BARCELONA, Feb 28 (Reuters) - Small cell radio equipment that boosts network coverage is providing big opportunities for telecom operators as they face growing demand for smartphone Internet access in busy streets, shopping centres and stadiums.
The devices - small radio nodes which provide network coverage over a range of between 10 and 200 metres - have been used by businesses and consumers to provide a signal in areas of poor coverage for years.
Now operators are using them to bolster public broadband networks and ease pressure on traditional base stations, as they struggle to meet exploding data demand from customers wanting to access the Internet via smartphones and tablets on the go.
Nicola Palmer, chief technology officer of Verizon Wireless , said the U.S. carrier would deploy up to 300 4G small cells this year and “a lot more in 2014”.
“I view small cells as a complement to the rest of the network especially in areas of intense demand such as business districts or shopping malls, but they won’t replace the traditional mobile tower,” she said at the Mobile World Congress trade show in Barcelona.
Small cells, which are around the size of a shoe box, can be clustered in streets between tall buildings - canyons where mobile reception can be poor - and where demand is high.

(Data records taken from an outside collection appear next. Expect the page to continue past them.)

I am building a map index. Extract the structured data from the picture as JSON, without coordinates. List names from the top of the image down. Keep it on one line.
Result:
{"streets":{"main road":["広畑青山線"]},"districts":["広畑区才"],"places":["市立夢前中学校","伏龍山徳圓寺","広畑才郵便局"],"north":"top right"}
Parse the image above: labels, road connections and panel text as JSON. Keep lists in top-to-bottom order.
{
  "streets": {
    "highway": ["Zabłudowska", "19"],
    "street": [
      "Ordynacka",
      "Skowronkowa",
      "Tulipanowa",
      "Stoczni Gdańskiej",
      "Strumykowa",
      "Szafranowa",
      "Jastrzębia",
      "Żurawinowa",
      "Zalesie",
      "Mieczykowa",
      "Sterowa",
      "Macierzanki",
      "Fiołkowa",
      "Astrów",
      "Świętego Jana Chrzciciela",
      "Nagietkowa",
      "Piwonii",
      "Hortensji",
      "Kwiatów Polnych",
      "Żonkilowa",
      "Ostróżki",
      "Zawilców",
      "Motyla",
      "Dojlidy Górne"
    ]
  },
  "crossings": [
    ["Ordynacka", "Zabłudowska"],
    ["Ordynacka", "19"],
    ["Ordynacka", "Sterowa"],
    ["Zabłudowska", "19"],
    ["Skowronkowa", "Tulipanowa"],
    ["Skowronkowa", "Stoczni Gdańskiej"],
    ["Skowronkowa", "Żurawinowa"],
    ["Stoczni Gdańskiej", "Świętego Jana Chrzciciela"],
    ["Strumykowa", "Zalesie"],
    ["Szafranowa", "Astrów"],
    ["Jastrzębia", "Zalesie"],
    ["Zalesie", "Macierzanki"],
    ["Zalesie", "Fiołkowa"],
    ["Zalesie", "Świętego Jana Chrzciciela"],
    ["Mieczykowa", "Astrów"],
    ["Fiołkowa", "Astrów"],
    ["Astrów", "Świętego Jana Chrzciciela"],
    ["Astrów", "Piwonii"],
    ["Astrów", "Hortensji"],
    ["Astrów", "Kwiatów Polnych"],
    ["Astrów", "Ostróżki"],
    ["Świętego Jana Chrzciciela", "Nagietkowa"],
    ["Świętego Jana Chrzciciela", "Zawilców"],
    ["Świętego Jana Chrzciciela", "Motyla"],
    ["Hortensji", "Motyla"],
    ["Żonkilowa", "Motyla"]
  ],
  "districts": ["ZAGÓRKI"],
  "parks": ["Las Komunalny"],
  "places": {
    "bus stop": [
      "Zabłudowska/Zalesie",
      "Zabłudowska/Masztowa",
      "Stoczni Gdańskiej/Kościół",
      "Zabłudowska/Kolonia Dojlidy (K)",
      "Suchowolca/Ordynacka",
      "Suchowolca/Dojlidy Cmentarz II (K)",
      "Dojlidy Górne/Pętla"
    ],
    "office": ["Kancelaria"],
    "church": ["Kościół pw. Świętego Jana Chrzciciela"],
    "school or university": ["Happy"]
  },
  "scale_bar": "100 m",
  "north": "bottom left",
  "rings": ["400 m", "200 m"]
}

Telecoms consultancy Informa predicted the deployment of public small cells would generate 2016 revenues of $16.2 billion, creating an opportunity for network gear providers like Ericsson, Huawei and Nokia Siemens Networks , which make them.
“Public access small cells in busy urban areas are set to be one of the defining mobile network trends in the coming years,” said analyst Dimitris Mavrakis in Barcelona.
“The vendors who succeed in this space are going to win the lion’s share of small cell revenues.”
The installed base of small cells was set to grow from almost 11 million today to 92 million in 2016, with a total market value of over $22 billion, Informa said.
Telecoms gear maker Alcatel-Lucent said as demand for data soared, the capacity of the main network would run out of steam, and small cells would be part of the solution.
“It’s no longer an ‘if small cells’, in fact in my mind it’s no longer a ‘when small cells’, it’s here and now,” said Michael J. Schabel, the company’s vice president of small cells.
Companies including AT&T and Vodafone UK as well as Verizon, have announced plans to roll out more small cells in their networks, as consumers increasingly expect a seamless data service.
Mike Flanagan, chief technology officer for network software firm Arieso, said the networks were coming under pressure from a small group of users who consume a huge amount of data, often for video or gaming.
He said one percent of all subscribers consumed more than half of all the data being transmitted in the network.
“So when you employ these small cells, don’t think of a uniform ubiquitous small-cell coverage across a certain area, like Soho in London,” he said.
“Instead look at it as a surgical placement of small cells precisely where they are required to satisfy the demand of those extreme one percent of users.”
He said the technology was now able to detect where that demand was located down to the individual building.
“If the network operator can just satisfy the demands of one percent they’ve doubled the effective capacity of their whole network.”